Wayfair will host a conference call and webcast to discuss its Third Quarter 2014 financial results today at 4:30 p.m. (ET). Investors and participants can access the call by dialing (877) 201-0168 in the U.S. and (647) 788-4901 internationally. The passcode for the conference line is 22799190. The call will also be available via live webcast at investor.wayfair.com. An archive of the webcast conference call will be available shortly after the call ends. The archived webcast will be available at investor.wayfair.com.

About Wayfair

Wayfair Inc. offers an extensive selection of home furnishings and décor across all styles and price points. The Wayfair family of brands includes:

  • Wayfair.com, an online destination for all things home
  • Joss & Main, an online flash sales site offering inspiring home design daily
  • AllModern, a go-to online source for modern design
  • DwellStudio, a design house for fashion-forward modern furnishings
  • Birch Lane, a collection of classic furnishings and timeless home décor

Wayfair is headquartered in Boston, Massachusetts, with additional locations in New York, Ogden, Utah, Hebron, Kentucky, Galway, Ireland, London, Berlin and Sydney.

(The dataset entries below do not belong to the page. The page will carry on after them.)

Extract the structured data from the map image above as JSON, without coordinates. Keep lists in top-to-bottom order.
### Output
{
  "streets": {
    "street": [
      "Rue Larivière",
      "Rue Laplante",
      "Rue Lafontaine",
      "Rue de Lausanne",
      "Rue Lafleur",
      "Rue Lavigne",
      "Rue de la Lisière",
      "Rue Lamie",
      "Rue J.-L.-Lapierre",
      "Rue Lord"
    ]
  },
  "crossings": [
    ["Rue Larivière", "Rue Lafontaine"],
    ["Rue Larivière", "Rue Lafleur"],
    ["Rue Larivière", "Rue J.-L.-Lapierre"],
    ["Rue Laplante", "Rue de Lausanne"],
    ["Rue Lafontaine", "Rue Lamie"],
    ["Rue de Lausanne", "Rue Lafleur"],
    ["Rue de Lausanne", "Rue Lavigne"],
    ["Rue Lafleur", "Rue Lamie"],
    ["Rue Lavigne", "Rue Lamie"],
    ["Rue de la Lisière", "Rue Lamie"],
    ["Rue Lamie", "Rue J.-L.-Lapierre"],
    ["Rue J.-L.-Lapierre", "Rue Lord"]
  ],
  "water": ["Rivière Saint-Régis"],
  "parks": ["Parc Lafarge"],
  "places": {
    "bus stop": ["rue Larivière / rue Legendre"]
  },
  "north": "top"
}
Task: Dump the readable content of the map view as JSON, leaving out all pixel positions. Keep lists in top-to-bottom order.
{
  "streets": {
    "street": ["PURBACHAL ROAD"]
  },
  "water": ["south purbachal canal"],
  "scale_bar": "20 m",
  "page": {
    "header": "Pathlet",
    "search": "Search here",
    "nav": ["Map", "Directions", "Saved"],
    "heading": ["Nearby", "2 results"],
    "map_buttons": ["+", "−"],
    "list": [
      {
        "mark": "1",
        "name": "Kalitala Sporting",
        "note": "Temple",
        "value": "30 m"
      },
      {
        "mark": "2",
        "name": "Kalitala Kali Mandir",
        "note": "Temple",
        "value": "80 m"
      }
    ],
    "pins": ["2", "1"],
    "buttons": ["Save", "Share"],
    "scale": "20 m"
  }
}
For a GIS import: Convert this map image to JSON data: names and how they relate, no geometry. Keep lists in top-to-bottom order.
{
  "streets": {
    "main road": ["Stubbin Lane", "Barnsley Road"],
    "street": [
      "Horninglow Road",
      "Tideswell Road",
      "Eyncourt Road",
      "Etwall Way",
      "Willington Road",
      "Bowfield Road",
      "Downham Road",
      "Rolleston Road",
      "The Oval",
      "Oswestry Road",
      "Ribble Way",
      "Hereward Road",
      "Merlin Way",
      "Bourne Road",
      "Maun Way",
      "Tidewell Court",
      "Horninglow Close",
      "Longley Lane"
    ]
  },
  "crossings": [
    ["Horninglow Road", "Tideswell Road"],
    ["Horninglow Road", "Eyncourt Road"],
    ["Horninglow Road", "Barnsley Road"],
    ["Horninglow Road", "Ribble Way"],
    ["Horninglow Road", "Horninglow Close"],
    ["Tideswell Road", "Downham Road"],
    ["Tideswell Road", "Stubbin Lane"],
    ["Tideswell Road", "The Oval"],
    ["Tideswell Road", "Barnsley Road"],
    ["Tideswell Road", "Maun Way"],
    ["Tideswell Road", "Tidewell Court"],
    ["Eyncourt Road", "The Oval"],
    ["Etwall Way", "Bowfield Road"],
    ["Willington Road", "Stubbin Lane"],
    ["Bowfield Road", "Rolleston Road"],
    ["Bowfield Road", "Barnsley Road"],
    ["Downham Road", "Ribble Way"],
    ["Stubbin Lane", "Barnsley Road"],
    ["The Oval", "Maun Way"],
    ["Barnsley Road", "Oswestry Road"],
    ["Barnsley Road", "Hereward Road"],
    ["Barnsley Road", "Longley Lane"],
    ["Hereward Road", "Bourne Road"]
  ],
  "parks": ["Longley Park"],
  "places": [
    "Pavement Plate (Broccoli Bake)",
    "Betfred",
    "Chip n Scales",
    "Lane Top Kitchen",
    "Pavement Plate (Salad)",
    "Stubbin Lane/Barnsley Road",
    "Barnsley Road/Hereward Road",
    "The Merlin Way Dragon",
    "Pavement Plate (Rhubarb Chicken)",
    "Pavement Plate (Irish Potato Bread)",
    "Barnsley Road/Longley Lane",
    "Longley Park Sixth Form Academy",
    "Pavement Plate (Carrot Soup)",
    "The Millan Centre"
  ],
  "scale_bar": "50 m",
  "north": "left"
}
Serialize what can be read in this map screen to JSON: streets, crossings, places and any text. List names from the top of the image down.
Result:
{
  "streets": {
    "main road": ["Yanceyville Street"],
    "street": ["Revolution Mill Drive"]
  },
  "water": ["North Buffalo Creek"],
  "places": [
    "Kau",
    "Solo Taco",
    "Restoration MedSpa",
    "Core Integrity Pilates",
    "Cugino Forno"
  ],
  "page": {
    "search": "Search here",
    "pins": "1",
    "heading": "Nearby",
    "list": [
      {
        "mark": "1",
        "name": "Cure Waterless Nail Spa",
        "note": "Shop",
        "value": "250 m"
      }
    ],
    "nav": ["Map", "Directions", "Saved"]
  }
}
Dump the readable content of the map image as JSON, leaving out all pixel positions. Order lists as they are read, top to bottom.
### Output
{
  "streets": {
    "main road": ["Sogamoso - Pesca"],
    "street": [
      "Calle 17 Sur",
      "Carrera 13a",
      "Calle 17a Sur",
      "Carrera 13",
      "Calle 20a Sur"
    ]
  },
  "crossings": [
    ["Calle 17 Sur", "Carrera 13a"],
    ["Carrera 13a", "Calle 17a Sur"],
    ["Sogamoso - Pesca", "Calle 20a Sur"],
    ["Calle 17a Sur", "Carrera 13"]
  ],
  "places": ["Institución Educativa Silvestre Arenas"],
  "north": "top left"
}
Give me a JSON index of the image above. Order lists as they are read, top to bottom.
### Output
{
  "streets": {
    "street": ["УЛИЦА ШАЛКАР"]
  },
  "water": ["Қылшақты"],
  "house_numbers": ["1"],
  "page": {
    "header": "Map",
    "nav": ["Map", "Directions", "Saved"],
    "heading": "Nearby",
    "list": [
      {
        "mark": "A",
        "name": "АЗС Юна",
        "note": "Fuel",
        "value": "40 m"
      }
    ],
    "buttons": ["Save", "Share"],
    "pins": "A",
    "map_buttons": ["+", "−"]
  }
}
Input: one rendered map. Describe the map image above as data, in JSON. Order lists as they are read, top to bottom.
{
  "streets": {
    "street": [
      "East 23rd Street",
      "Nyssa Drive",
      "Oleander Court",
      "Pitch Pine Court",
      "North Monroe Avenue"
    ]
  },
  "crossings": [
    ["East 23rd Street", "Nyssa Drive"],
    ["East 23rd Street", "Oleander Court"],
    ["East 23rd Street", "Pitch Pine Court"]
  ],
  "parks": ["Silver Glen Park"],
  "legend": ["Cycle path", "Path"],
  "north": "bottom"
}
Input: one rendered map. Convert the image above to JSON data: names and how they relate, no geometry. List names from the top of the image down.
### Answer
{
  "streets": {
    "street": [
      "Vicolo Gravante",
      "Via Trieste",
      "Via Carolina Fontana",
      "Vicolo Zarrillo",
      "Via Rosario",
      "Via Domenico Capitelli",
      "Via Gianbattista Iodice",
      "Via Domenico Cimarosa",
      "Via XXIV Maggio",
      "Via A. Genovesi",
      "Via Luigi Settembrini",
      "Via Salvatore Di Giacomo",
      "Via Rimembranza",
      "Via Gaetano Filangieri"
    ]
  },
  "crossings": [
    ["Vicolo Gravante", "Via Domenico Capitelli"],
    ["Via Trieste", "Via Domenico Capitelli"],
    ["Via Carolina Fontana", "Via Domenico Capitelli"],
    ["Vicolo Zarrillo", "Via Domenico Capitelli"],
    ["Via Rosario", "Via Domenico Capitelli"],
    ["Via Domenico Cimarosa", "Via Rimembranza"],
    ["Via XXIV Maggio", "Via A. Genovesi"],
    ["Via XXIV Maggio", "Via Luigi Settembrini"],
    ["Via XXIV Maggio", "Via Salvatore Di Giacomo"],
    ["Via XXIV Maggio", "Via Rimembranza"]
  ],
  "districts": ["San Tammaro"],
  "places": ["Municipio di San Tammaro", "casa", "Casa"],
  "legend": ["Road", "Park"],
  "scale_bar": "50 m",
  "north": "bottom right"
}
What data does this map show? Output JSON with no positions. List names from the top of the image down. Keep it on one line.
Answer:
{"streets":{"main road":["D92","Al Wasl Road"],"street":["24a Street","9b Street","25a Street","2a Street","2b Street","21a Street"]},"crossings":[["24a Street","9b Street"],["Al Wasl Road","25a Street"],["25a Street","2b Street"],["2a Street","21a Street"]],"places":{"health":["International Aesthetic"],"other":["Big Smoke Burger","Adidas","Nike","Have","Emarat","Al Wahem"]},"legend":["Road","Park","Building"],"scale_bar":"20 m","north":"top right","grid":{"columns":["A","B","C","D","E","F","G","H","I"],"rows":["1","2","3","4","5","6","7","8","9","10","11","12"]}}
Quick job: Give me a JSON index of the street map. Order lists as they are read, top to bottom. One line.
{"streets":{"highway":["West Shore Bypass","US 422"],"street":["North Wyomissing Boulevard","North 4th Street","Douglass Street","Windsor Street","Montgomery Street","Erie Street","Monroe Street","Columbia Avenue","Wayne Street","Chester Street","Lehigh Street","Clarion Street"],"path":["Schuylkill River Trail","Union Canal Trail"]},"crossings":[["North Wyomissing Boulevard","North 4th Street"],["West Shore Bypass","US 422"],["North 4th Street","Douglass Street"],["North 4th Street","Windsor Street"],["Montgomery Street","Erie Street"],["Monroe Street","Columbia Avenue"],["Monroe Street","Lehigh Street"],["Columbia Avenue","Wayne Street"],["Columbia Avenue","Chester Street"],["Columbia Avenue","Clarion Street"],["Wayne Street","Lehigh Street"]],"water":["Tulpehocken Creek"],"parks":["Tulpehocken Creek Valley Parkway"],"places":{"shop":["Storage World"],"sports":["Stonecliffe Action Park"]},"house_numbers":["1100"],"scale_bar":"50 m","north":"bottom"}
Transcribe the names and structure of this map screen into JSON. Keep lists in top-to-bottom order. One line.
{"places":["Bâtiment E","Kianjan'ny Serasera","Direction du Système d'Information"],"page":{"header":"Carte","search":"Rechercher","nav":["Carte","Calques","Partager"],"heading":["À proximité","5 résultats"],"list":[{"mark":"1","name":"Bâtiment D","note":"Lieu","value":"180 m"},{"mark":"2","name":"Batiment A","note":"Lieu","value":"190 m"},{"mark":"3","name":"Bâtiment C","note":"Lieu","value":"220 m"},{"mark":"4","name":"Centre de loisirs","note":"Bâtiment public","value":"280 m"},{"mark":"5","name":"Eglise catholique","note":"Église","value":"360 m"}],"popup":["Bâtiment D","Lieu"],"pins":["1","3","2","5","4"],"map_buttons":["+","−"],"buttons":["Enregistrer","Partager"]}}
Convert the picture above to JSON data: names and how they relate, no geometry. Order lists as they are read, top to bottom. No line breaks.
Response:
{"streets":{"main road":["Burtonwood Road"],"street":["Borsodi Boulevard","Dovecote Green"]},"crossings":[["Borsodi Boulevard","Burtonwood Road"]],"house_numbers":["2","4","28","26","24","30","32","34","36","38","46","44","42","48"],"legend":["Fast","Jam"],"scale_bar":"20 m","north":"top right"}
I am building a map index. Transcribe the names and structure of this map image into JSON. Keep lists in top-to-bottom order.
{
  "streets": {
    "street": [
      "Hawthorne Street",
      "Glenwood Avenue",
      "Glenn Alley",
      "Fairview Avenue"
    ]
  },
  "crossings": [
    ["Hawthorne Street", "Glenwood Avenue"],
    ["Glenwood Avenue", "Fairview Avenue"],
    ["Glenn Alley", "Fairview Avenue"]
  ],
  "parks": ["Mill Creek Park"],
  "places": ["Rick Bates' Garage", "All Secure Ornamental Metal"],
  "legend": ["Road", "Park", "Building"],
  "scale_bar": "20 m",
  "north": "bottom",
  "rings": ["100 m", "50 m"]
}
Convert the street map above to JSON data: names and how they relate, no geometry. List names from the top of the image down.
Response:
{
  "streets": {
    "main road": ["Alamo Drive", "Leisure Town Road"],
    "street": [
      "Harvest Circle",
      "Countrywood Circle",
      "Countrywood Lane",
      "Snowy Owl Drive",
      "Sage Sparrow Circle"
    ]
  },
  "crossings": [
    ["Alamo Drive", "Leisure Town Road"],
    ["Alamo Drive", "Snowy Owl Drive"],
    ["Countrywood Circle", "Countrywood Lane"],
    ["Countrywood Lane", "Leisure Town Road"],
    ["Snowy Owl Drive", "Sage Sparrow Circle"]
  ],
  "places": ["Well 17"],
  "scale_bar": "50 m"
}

Forward-Looking Statements

This earnings release contains "forward-looking statements" within the meaning of the "safe harbor" provisions of the Private Securities Litigation Reform Act of 1995, including but not limited to, statements regarding the Company’s investments, statements regarding how the Company intends to drive growth and objectives of management. These forward-looking statements are made as of the date they were first issued and were based on current expectations, estimates, forecasts and projections as well as the beliefs and assumptions of management. Words such as "expect," "anticipate," "should," "believe," "hope," "target," "project," "goals," "estimate," "potential," "predict," "may," "will," "might," "could," "intend," variations of these terms or the negative of these terms and similar expressions are intended to identify these forward-looking statements. Forward-looking statements are subject to a number of risks and uncertainties, many of which involve factors or circumstances that are beyond the Company's control. The Company's actual results could differ materially from those stated or implied in forward-looking statements due to a number of factors, including but not limited to: our ability to acquire new customers, our ability to sustain and/or manage our growth, our ability to increase our net revenue per active customer, our ability to build and maintain strong brands and other risks detailed in the Company's other publicly available filings with the Securities and Exchange Commission. The forward-looking statements included in this earnings release represent the Company's views as of the date of this earnings release. The Company anticipates that subsequent events and developments will cause its views to change. The Company undertakes no intention or obligation to update or revise any forward-looking statements, whether as a result of new information, future events or otherwise.

EXPLANATORY NOTE

The condensed consolidated financial statements and other disclosures contained in this earnings release are those of Wayfair LLC, which is a wholly-owned subsidiary of Wayfair Inc., the Corporation, which is the registrant. Prior to the effectiveness of the Corporation’s registration statement on Form S-1 related to its initial public offering in October 2014, Wayfair LLC was the principal operating entity. In connection with the initial public offering of the Corporation, Wayfair LLC completed an internal restructuring pursuant to which Wayfair LLC became a wholly-owned subsidiary of the Corporation, and the holders of equity interests in Wayfair LLC became stockholders of the Corporation. Because the internal restructuring was not completed as of September 30, 2014 and the Corporation had no substantial assets or activities (other than activities relating to its formation and initial public offering) as of such time, the Corporation believes it is informative to provide the condensed consolidated financial statements and various other disclosures of Wayfair LLC as of September 30, 2014 and for the periods ended September 30, 2014 and 2013.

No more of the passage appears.